In 2016, Dr. Borelli delivered “Walter F. Sullivan Catholic Studies Symposium at Virginia Commonwealth University” on “How Pope Francis Is Creating a Culture of Encounter.” In 2015, he delivered the Paul Wattson Lecture at the University of San Francisco on “Creating a Culture of Encounter: The Next Steps for a World in Need of Dialogue.” In 2017, he has lectured widely with Lutheran Bishop Donald McCoid on the 500th anniversary of the Lutheran Reformation.

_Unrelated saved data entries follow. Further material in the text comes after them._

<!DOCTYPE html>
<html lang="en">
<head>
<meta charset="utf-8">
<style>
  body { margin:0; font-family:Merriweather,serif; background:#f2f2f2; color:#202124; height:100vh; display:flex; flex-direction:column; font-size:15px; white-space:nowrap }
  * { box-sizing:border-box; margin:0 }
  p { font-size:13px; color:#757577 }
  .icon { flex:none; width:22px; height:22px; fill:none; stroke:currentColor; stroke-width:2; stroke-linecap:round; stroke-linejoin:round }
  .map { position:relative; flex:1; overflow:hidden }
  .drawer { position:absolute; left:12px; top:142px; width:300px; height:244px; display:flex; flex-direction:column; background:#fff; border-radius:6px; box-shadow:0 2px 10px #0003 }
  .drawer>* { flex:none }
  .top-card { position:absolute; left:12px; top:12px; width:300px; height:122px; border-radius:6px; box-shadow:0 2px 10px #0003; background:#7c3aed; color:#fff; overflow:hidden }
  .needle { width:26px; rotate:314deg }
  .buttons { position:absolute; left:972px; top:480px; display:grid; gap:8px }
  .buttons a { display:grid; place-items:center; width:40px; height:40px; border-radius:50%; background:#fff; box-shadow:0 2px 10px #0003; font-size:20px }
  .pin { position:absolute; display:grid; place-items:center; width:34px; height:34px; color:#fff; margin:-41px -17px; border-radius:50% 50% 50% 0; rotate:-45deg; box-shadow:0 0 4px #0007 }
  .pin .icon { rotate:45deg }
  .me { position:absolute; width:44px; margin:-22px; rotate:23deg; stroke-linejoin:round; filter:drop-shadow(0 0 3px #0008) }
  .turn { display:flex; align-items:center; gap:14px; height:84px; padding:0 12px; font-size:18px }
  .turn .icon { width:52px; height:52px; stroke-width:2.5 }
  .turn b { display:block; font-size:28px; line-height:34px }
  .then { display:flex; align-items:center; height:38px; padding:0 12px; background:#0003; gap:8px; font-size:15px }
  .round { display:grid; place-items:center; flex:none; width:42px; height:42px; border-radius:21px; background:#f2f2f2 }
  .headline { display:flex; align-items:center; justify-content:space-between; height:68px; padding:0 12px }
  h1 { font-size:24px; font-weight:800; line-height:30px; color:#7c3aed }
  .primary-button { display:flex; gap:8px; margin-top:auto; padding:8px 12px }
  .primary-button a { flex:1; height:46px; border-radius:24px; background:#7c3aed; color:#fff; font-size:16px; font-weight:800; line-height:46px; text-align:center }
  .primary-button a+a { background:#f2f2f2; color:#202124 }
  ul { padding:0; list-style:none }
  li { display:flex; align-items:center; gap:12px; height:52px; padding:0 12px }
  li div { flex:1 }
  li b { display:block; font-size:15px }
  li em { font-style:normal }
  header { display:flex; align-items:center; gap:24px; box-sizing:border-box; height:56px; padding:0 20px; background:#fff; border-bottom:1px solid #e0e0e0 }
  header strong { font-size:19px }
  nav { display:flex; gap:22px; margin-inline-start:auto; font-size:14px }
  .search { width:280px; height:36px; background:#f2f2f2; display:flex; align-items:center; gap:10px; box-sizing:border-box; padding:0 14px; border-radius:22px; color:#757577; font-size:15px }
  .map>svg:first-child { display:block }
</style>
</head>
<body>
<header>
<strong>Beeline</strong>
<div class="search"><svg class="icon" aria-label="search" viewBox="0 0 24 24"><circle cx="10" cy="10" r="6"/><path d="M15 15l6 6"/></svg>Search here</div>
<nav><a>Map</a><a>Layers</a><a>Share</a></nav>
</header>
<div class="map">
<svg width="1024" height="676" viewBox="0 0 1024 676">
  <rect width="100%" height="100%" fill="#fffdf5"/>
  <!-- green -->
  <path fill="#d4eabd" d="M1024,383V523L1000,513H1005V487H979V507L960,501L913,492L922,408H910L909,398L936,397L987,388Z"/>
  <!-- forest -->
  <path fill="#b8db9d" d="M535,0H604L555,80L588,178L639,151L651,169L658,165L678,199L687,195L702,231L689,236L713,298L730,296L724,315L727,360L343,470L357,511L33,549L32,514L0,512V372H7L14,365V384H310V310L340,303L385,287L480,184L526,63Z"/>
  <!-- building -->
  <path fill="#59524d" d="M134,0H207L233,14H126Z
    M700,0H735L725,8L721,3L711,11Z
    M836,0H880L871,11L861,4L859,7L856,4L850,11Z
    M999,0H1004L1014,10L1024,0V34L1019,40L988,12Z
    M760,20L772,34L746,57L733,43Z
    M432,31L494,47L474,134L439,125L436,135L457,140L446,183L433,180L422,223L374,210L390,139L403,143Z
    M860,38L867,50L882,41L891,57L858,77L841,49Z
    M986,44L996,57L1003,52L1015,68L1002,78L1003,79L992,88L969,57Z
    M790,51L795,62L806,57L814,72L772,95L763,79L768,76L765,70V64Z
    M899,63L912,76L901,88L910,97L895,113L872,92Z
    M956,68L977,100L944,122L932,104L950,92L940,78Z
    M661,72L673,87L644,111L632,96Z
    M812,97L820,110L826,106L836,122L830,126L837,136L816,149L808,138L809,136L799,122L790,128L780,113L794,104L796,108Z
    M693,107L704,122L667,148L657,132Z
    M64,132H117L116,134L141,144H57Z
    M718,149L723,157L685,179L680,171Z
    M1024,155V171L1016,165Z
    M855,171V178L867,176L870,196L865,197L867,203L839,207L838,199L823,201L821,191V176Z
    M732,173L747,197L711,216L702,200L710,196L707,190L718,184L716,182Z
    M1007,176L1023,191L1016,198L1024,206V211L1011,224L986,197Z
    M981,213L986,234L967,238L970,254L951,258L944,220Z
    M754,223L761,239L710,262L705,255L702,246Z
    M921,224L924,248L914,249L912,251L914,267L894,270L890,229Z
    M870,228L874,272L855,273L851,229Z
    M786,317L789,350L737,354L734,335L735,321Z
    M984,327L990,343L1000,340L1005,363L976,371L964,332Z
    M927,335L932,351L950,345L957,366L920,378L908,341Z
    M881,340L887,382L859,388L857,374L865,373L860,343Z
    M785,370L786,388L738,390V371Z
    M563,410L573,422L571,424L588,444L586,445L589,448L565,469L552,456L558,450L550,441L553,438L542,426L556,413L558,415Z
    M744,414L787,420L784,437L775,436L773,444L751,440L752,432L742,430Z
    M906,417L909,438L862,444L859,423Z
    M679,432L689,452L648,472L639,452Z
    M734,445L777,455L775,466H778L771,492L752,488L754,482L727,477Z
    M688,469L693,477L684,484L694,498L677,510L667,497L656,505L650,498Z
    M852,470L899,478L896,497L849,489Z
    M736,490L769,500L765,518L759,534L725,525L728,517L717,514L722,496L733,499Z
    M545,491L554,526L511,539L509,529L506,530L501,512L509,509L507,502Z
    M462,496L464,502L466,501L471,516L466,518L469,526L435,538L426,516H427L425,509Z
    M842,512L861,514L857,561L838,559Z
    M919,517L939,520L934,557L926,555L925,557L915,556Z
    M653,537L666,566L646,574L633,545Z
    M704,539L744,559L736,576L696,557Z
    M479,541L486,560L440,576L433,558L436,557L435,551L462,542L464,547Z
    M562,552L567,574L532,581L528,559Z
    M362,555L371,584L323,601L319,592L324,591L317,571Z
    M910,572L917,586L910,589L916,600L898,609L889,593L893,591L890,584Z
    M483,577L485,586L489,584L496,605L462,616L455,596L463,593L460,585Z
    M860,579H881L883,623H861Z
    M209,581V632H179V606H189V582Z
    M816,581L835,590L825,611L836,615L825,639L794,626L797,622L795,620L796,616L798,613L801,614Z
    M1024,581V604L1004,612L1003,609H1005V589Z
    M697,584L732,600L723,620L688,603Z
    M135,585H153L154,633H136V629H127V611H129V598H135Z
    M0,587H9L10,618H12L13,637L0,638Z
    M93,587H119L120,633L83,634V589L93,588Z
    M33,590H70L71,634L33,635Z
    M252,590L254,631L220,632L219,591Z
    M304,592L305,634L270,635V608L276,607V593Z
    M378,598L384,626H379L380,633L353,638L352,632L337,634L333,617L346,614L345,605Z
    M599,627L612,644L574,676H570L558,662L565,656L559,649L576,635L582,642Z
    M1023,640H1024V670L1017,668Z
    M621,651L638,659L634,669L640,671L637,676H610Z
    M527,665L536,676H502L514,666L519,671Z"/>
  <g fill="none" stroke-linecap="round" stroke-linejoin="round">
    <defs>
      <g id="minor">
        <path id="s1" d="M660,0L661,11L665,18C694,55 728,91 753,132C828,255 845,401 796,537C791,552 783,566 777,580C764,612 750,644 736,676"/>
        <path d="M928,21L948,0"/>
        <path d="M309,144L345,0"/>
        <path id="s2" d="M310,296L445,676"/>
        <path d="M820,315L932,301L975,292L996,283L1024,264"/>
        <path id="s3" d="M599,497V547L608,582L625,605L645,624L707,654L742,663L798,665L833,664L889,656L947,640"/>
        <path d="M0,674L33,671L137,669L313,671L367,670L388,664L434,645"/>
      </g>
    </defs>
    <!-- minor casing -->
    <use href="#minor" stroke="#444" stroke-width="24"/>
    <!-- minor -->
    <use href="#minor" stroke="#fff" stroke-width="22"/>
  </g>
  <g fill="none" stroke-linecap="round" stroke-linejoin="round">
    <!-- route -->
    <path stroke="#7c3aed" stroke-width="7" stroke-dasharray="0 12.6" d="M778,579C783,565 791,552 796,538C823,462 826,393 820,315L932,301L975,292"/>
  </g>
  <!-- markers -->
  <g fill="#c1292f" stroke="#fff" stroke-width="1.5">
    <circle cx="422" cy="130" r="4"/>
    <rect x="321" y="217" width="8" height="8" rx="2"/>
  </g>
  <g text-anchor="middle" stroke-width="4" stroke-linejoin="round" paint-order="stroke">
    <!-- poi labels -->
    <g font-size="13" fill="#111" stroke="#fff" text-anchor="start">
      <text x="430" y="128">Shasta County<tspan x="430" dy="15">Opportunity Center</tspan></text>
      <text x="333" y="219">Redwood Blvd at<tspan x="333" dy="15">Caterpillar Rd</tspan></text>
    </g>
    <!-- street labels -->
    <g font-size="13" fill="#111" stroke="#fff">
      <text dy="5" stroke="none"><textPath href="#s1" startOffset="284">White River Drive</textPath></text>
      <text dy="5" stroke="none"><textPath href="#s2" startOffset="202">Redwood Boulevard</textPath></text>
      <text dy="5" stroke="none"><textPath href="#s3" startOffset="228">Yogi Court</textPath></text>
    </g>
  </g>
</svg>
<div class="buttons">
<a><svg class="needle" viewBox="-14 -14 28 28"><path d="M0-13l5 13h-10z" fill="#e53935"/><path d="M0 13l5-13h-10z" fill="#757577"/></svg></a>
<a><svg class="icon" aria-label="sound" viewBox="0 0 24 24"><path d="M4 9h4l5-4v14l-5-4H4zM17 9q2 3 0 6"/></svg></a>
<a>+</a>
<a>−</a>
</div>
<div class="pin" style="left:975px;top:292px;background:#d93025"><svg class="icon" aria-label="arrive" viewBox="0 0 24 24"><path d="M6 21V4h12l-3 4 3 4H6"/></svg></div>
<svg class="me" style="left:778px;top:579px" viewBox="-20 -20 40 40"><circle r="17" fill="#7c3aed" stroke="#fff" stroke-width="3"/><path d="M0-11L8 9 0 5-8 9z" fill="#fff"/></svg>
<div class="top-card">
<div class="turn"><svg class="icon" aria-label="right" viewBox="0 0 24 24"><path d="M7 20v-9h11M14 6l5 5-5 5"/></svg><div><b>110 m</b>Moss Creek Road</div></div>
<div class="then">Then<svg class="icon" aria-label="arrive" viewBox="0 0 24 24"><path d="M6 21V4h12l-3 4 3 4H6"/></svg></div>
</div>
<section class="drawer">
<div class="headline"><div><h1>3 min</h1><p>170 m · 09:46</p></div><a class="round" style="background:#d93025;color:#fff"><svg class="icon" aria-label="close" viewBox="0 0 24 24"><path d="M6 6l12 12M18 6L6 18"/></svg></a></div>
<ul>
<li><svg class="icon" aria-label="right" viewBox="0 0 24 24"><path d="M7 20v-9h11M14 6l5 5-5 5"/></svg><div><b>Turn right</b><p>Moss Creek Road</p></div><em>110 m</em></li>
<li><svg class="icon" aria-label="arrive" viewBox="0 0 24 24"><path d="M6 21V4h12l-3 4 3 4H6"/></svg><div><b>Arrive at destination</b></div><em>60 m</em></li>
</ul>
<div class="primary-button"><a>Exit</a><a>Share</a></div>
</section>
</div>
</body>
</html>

For Georgetown University, he maintains ongoing relationships with the Pontifical Council for Promoting Christian Unity, the Pontifical Council for Interreligious Dialogue, and the Pontifical Council for Culture, the Pontifical Institute for Arabic and Islamic Studies, the Pontifical Academy for Life and other offices and institutes of the Holy See. In 2010, he convened a consultation of Catholic and Jewish scholars to assess the current status of Catholic-Jewish relations/  

He and his wife, Marianne Dulle Borelli, are graduates of St. Louis University and have been married 46 years. She is an adult primary care nurse practitioner with a doctorate in Psychiatric/Mental Health Nursing. Members of the Jesuit Holy Trinity Parish in Georgetown, they co-lead marriage preparation groups and are Eucharistic ministers. They have three children and four grandsons.